Annapurna Woman Susannah Conway
How do you start your day?
Working from home means I wake without an alarm, something I’m still grateful for even though I haven’t been traditionally employed in over 12 years! Most mornings start with lemon juice in hot water and some tarot cards and journaling. Some mornings also include a bit of yoga and meditation though I’m starting to prefer doing that mid-morning to break up the intensity of working on my laptop. Occasionally my morning starts with email and stressing over my to-do list. I’d love to tell you that I always start each day in a grounded, centered place and take everything in my stride but often that’s not the case. What I can tell you is I am very good at being kind to myself—see next question.
What do you do when you are overwhelmed or stressed?
I ask myself “What’s the kindest thing I can do for myself right now?” It might be splashing out on a taxi because I know I’m going to be late. It might be closing my laptop and lying on my bed for an hour. It might be saying no to something so I can make space to say yes to myself. Deadlines overwhelm me but they are necessary so I try to make enough time around them so I don’t lose my mind. Emotional overwhelm can strike at any time but I’m very good at checking in with myself—my journal is never far from my side!
What gives you the feeling of true bliss within?
Spending time with my nephew—he is my heartlight. Walking down a new street with my camera in hand, getting caught up in colour and texture and shape. Writing when it comes effortlessly. The heady scent of coffee, incense and my vetiver perfume oil in the morning. That moment when I open my eyes at the end of meditation.
What are you currently reading?
I’ve just started Soulcraft by Bill Plotkin and I’ve been dipping in and out of Holistic Tarot by Benebell Wen as I research a new course I’m creating.
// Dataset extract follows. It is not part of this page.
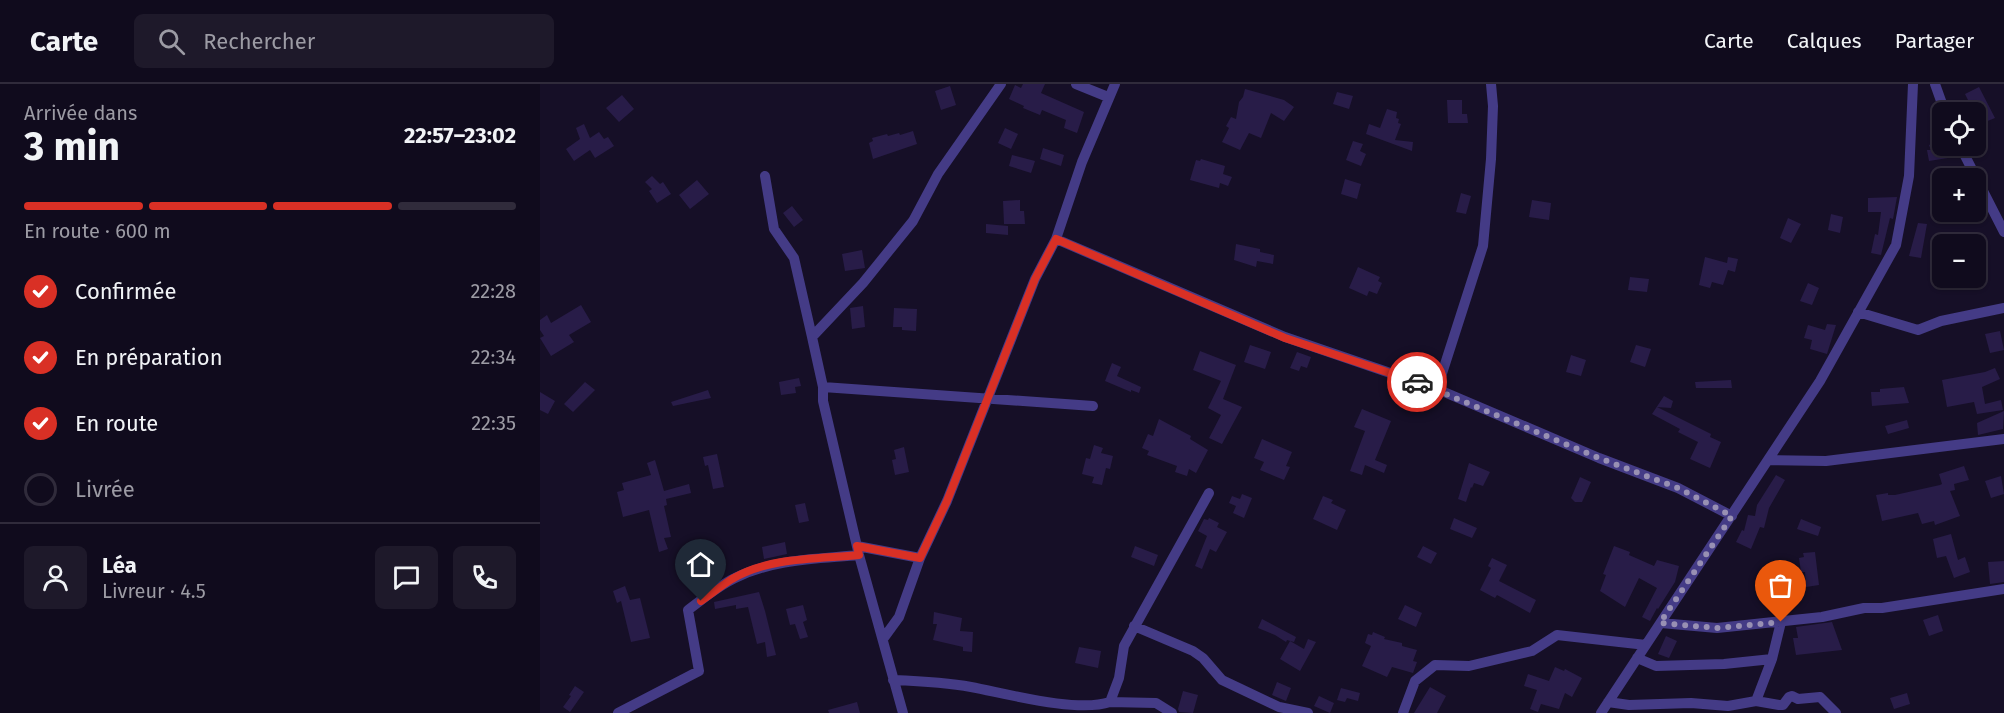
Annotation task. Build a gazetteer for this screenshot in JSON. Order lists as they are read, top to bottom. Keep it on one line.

What are you listening to right now?
My heart. I’ve stepped back into the world of dating and it’s in turns thrilling and exasperating. I’m impatient and yearn to find my man, but I’ve been a tribe of one for so long I’m also weary of losing my independence, so I listen to my heart with every step I take, practicing staying open to new possibilities and paths I could not have imagined.
What is your go-to simple recipe?
A frittata served with panzanella.
Frittata: Saute white onion in butter till soft. Add cooked potatoes (chopped) and peas (defrosted if frozen) and stir around for a while. Add beaten egg, grated parmesan and S+P and cook till it startsto set, finishing off under the grill.
Panzanella: my take on the classic Italian salad, made with the plumpest heritage tomatoes you can find, capers (rinsed), chopped spring onions, grilled red peppers (skins peeled off), green olives (halved and rinsed), huge handfuls of fresh basil, extra virgin olive oil, red wine vinegar plus toasted ciabatta cubes for the gluten-eaters but not for me, alas.
What are some simple things you do for self-care?
Long baths followed by lashings of Diptyque’s Lait Frais. Journaling in cafes… in bed… anywhere. Saying no more than I say yes. Photo safaris in new-to-me parts of London. Trips to the coast. Early nights. Netflix for when I need a time out from all the incessant thinking.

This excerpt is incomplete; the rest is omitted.